**** Records for this task ****
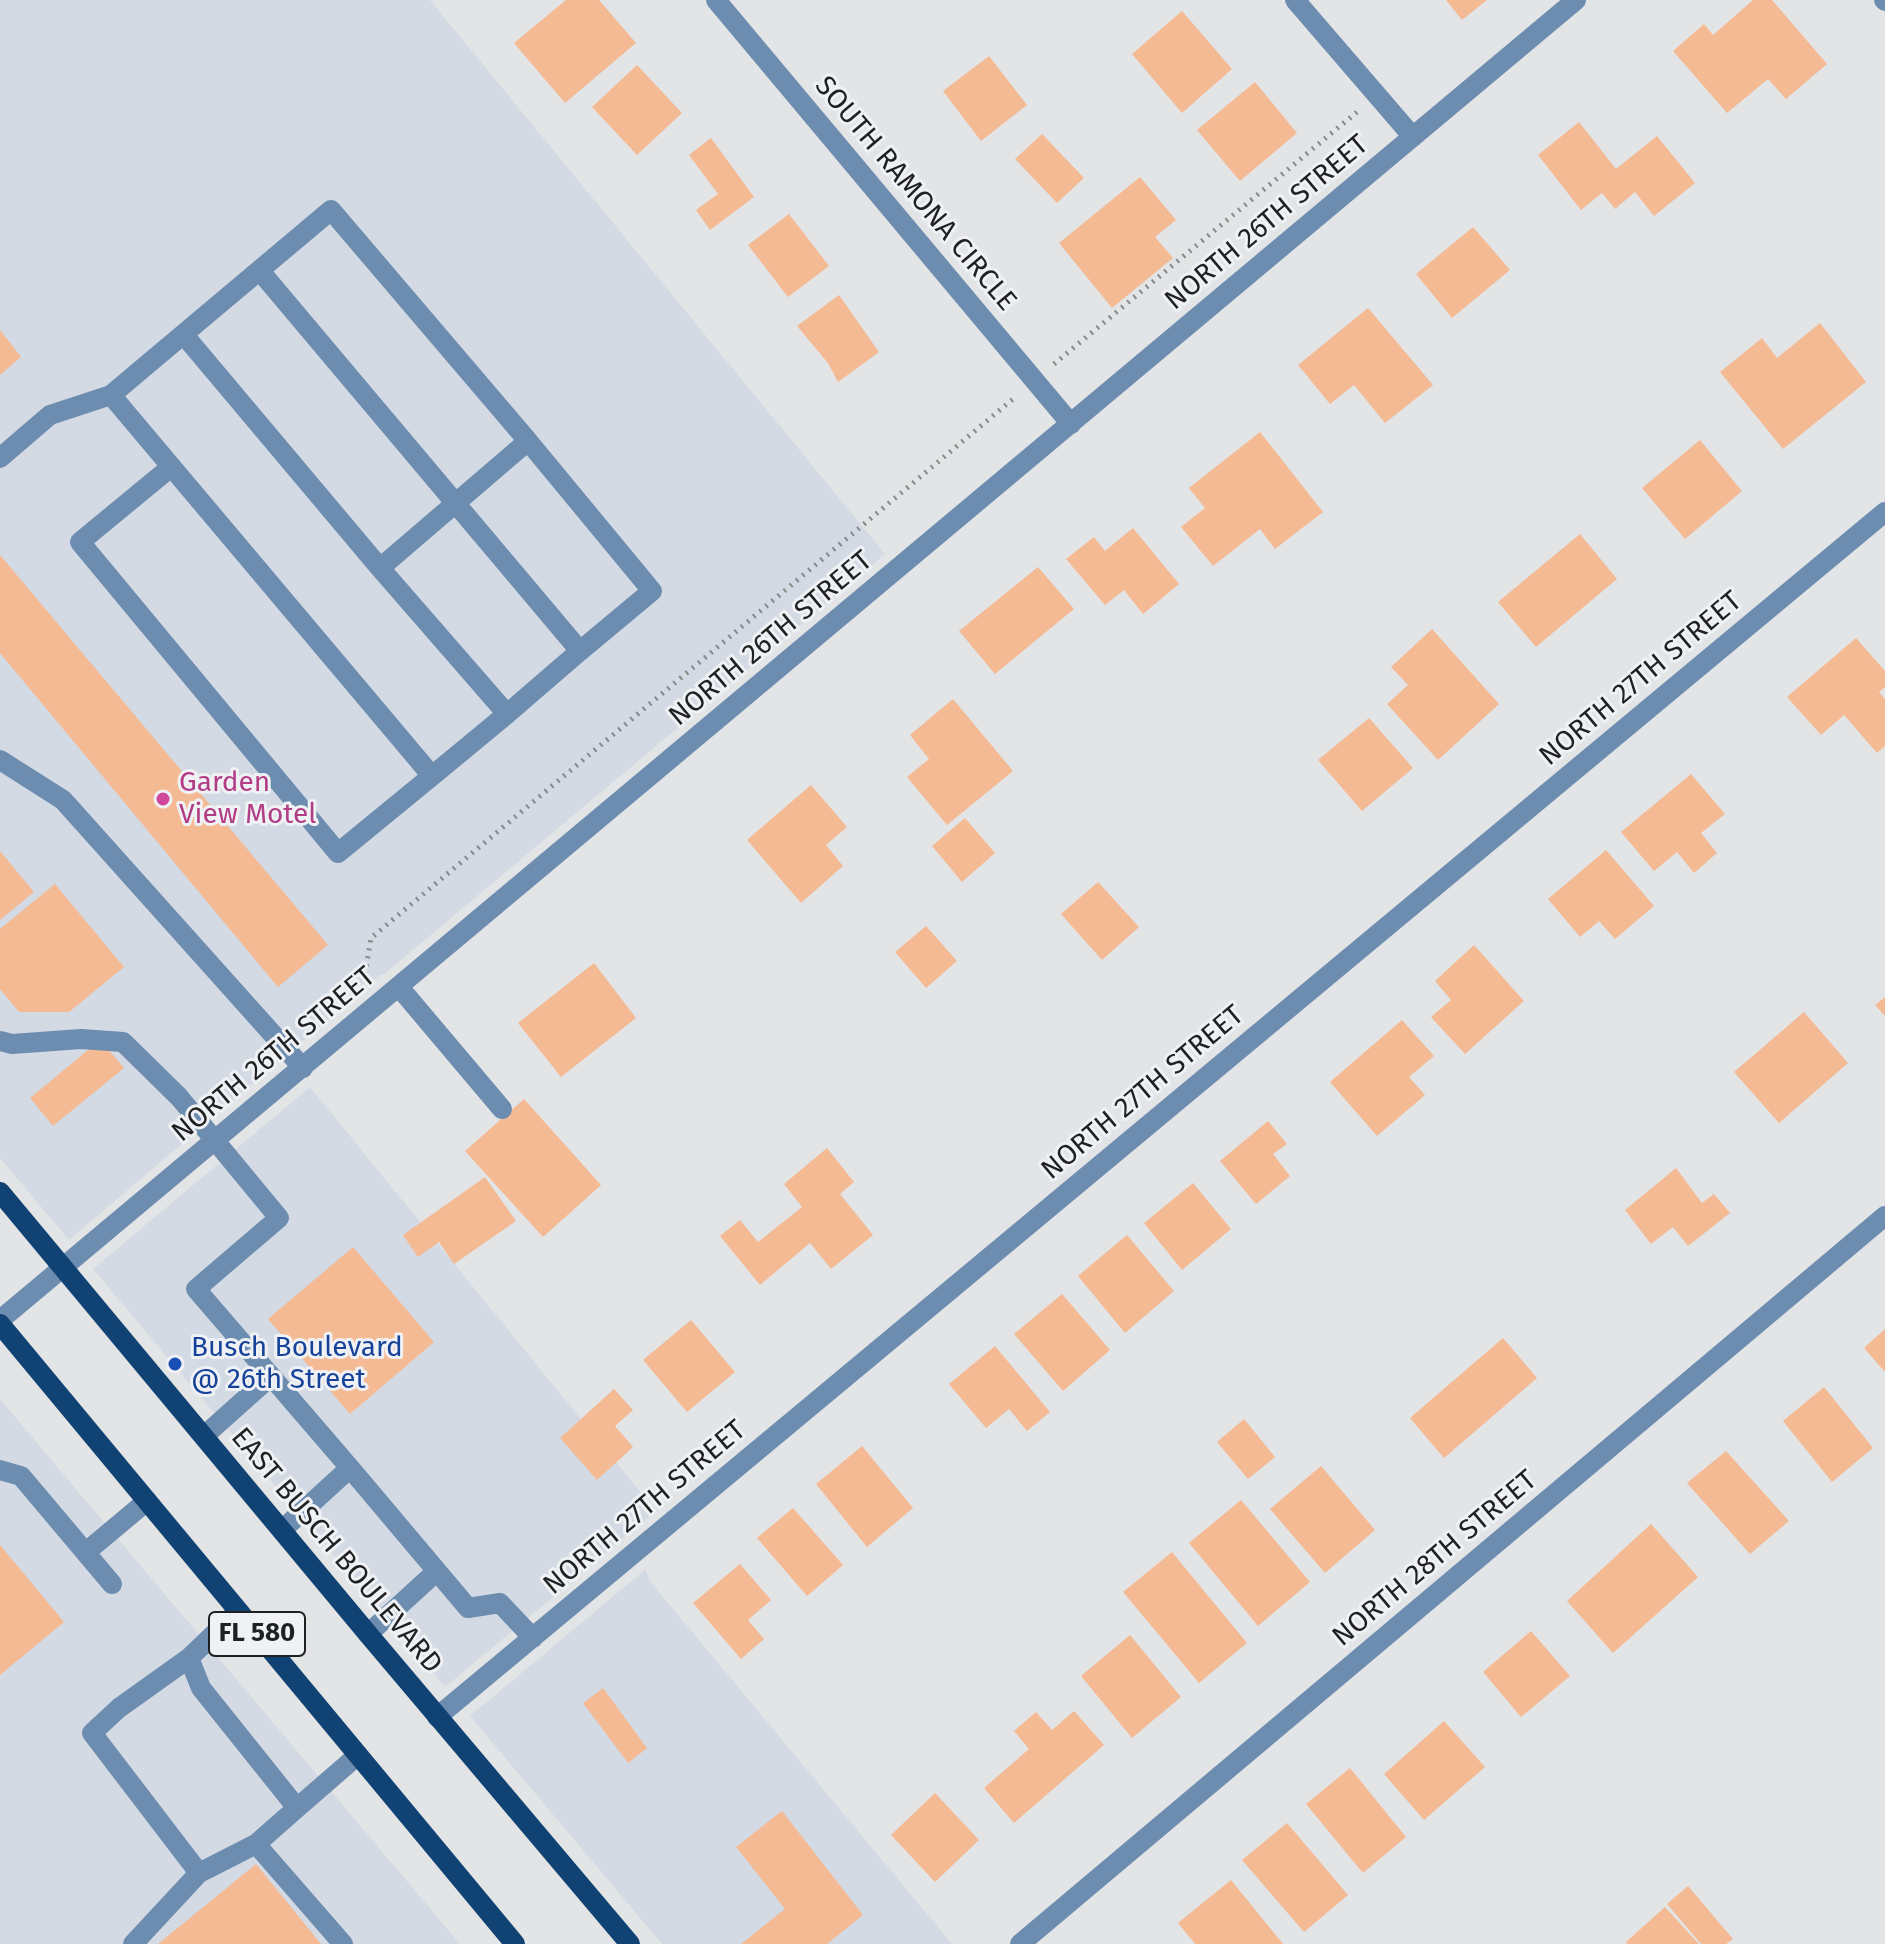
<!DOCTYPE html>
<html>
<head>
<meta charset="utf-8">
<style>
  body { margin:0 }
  canvas { display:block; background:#e2e4e6 }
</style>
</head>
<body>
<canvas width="1885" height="1944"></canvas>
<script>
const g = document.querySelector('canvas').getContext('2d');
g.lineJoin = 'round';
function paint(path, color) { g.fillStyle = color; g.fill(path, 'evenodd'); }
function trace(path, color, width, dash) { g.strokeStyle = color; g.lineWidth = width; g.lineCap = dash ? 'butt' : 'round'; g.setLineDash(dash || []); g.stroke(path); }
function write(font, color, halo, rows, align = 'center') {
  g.font = font + ' "Fira Sans",sans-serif'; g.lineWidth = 6; g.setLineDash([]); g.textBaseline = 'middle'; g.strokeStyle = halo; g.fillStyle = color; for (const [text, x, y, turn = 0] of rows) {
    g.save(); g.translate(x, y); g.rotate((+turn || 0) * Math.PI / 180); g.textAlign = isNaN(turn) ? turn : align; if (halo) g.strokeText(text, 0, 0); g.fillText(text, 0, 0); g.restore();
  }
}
const built = new Path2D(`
  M0 0H430L885 554 383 975 381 974 69 1240 0 1158Z
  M310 1087 656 1511 445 1687 93 1269Z
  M0 1399 460 1944H0Z
  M646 1569 649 1580 952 1944H662L470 1716Z`);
const building = new Path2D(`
  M566 0H599L636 43 565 103 514 43Z
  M1446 0H1487L1462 20Z
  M1753 0H1772L1827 64 1786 99 1768 79 1727 113 1673 51 1704 24 1713 35Z
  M1182 11 1232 69 1182 113 1132 54Z
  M989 56 1027 105 981 141 943 91Z
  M637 65 682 113 637 155 592 107Z
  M1255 82 1297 133 1240 181 1197 130Z
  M1579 122 1616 169 1657 136 1695 183 1654 216 1635 192 1615 209 1602 193 1581 210 1538 155Z
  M1042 134 1084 178 1057 203 1015 159Z
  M711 138 754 197 710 230 696 210 718 194 689 155Z
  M1140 177 1176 220 1155 237 1173 258 1112 308 1059 243Z
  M789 214 829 266 788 297 748 245Z
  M1473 227 1510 270 1452 318 1416 274Z
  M839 295 879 352 838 382 828 363 797 326Z
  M1368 308 1433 385 1385 423 1354 385 1330 404 1298 365Z
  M1820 323 1866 382 1783 449 1720 372 1762 338 1777 358Z
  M0 330 21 357 0 375Z
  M1260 432 1323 512 1275 549 1260 529 1213 566 1181 527 1205 508 1189 488Z
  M1700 440 1742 491 1685 539 1642 488Z
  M1133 528 1179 584 1143 614 1124 590 1105 605 1066 559 1094 537 1105 551Z
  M1580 534 1617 579 1536 647 1498 602Z
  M0 555 328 945 278 987 0 653Z
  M1038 567 1074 609 995 674 959 631Z
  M1432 629 1499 704 1438 760 1387 704 1408 685 1391 667Z
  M1856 638 1885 671V687L1879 692 1885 699V746L1877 753 1844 715 1821 735 1787 697Z
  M953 699 1013 771 947 825 907 777 929 759 910 735Z
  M1369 718 1413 768 1362 811 1318 760Z
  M1691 774 1725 814 1701 833 1717 853 1694 873 1677 852 1654 871 1621 832Z
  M811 785 847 827 826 845 843 866 801 903 747 840Z
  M965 818 995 853 962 882 932 846Z
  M1606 850 1654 906 1615 939 1599 921 1580 937 1548 899Z
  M0 851 34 892 0 920Z
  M1098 882 1139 927 1102 960 1061 914Z
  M55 884 124 967 69 1012H19L0 989V929Z
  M926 926 957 961 926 988 895 952Z
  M1474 945 1524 1001 1465 1054 1431 1017 1451 1000 1435 981Z
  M594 963 636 1018 561 1077 518 1023Z
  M1885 997V1016L1875 1005Z
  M1804 1012 1848 1063 1779 1123 1734 1072Z
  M1402 1020 1434 1056 1409 1077 1425 1095 1377 1136 1330 1082Z
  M100 1040 124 1068 53 1126 30 1098Z
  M524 1099 601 1185 543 1237 465 1151Z
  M1268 1121 1287 1144 1273 1154 1290 1176 1256 1204 1220 1161Z
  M827 1148 854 1182 840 1194 873 1235 831 1269 810 1243 760 1285 720 1236 740 1220 758 1242 802 1207 784 1184Z
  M1676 1168 1702 1203 1714 1194 1730 1213 1688 1246 1673 1227 1651 1244 1625 1210Z
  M485 1177 516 1221 454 1264 439 1242 418 1257 403 1235Z
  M1193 1183 1231 1229 1182 1270 1144 1223Z
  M1127 1235 1174 1291 1125 1333 1078 1276Z
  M353 1247 434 1342 350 1414 268 1319Z
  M1062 1294 1110 1350 1063 1391 1014 1334Z
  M691 1320 735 1372 687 1412 643 1360Z
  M1885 1329V1372L1864 1348Z
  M1503 1338 1537 1378 1444 1458 1410 1418Z
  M995 1346 1050 1412 1027 1431 1009 1409 986 1428 949 1384Z
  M1824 1387 1873 1448 1832 1482 1783 1421Z
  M614 1389 633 1410 615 1426 633 1447 597 1480 560 1438Z
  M1244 1419 1275 1457 1248 1479 1217 1442Z
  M862 1446 913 1508 867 1547 816 1484Z
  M1726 1451 1789 1521 1750 1554 1687 1483Z
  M1321 1466 1375 1530 1325 1573 1270 1509Z
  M1241 1500 1310 1582 1258 1626 1189 1543Z
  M793 1508 843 1565 807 1596 757 1538Z
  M1651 1524 1698 1577 1613 1653 1567 1601Z
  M0 1545 64 1622 0 1675Z
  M1172 1552 1247 1643 1199 1683 1123 1592Z
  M740 1564 771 1600 748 1620 764 1639 741 1659 693 1603Z
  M1531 1631 1570 1676 1521 1717 1483 1672Z
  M1130 1635 1181 1697 1132 1738 1081 1676Z
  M603 1688 647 1748 628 1763 583 1703Z
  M1074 1711 1104 1745 1014 1823 984 1788 1029 1749 1014 1731 1036 1712 1052 1730Z
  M1444 1721 1485 1767 1424 1820 1384 1774Z
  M1350 1768 1406 1837 1363 1873 1306 1804Z
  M935 1793 979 1840 935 1882 891 1835Z
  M782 1811 863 1915 827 1944H741L785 1909 736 1847Z
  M1287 1823 1348 1895 1304 1932 1242 1860Z
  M256 1864 321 1944H158Z
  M1231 1880 1283 1944H1195L1178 1923Z
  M1688 1886 1733 1939 1726 1944H1701L1667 1904Z
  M1665 1907 1699 1944H1627L1626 1942Z`);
const path = new Path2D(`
  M1054 364 1357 112
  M365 974 371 938 1013 399`);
const minor = new Path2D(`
  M716 0 1071 424
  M1295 0 1413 137
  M1884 0 1885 1
  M260 271 580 651 507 714
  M111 395 432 776 338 853 80 542 171 467
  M528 441 652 591 580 651
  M0 458 50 415 111 395 331 210 528 441 380 568 184 335
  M380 568 507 714 432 776
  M0 760 63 800 303 1068
  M399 987 502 1109
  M0 1041 12 1044 81 1039 123 1042 179 1097 279 1218 196 1289 350 1468 282 1530
  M0 1320 1576 0
  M204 1436 271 1376
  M350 1468 468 1608 500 1603 533 1638
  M0 1470 21 1476 112 1584
  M86 1552 147 1501
  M238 1611 189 1658 201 1688 297 1808 358 1755
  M368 1634 437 1571
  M189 1658 119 1708 92 1733 199 1873 256 1844 297 1808
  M437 1717 1885 512
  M256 1844 343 1944
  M133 1944 199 1873
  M1020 1944 1885 1216`);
const major = new Path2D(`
  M0 1192 368 1634 630 1944
  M0 1324 515 1944`);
const markers = [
  [163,799,8,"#d1479c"],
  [175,1364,8,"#1a4fb4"]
];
const shields = [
  [257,1634,96]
];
const shieldNames = [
  ["FL 580",257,1634]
];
const streetNames = [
  ["SOUTH RAMONA CIRCLE",915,194,50],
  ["NORTH 26TH STREET",1267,223,-40],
  ["NORTH 26TH STREET",771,639,-40],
  ["NORTH 27TH STREET",1641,679,-40],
  ["NORTH 26TH STREET",274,1055,-40],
  ["NORTH 27TH STREET",1143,1093,-40],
  ["NORTH 27TH STREET",645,1508,-40],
  ["EAST BUSCH BOULEVARD",336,1551,50],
  ["NORTH 28TH STREET",1435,1559,-40]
];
const hotelNames = [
  ["Garden",179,783],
  ["View Motel",179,815]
];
const transitNames = [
  ["Busch Boulevard",191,1348],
  ["@ 26th Street",191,1380]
];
paint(built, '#d4dae3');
paint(building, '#f4ba94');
trace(path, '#87898a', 5, [2, 6]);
trace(minor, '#6c8cb0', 20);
trace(major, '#104273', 20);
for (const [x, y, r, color] of markers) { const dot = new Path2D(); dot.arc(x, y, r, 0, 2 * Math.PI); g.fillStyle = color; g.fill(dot); trace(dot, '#eff1f4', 3); }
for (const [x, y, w] of shields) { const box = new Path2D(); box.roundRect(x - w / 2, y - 22, w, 44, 6); g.fillStyle = '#eff1f4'; g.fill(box); trace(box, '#1f2021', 2); }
write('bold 26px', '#1f2021', null, shieldNames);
write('28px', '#1f2021', '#eff1f4', streetNames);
write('28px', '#b23c85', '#eff1f4', hotelNames, 'left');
write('28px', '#164399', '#eff1f4', transitNames, 'left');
</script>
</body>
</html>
****
Each line of the data that has the string "function" should be returned.

Result of this task —
function paint(path, color) { g.fillStyle = color; g.fill(path, 'evenodd'); }
function trace(path, color, width, dash) { g.strokeStyle = color; g.lineWidth = width; g.lineCap = dash ? 'butt' : 'round'; g.setLineDash(dash || []); g.stroke(path); }
function write(font, color, halo, rows, align = 'center') {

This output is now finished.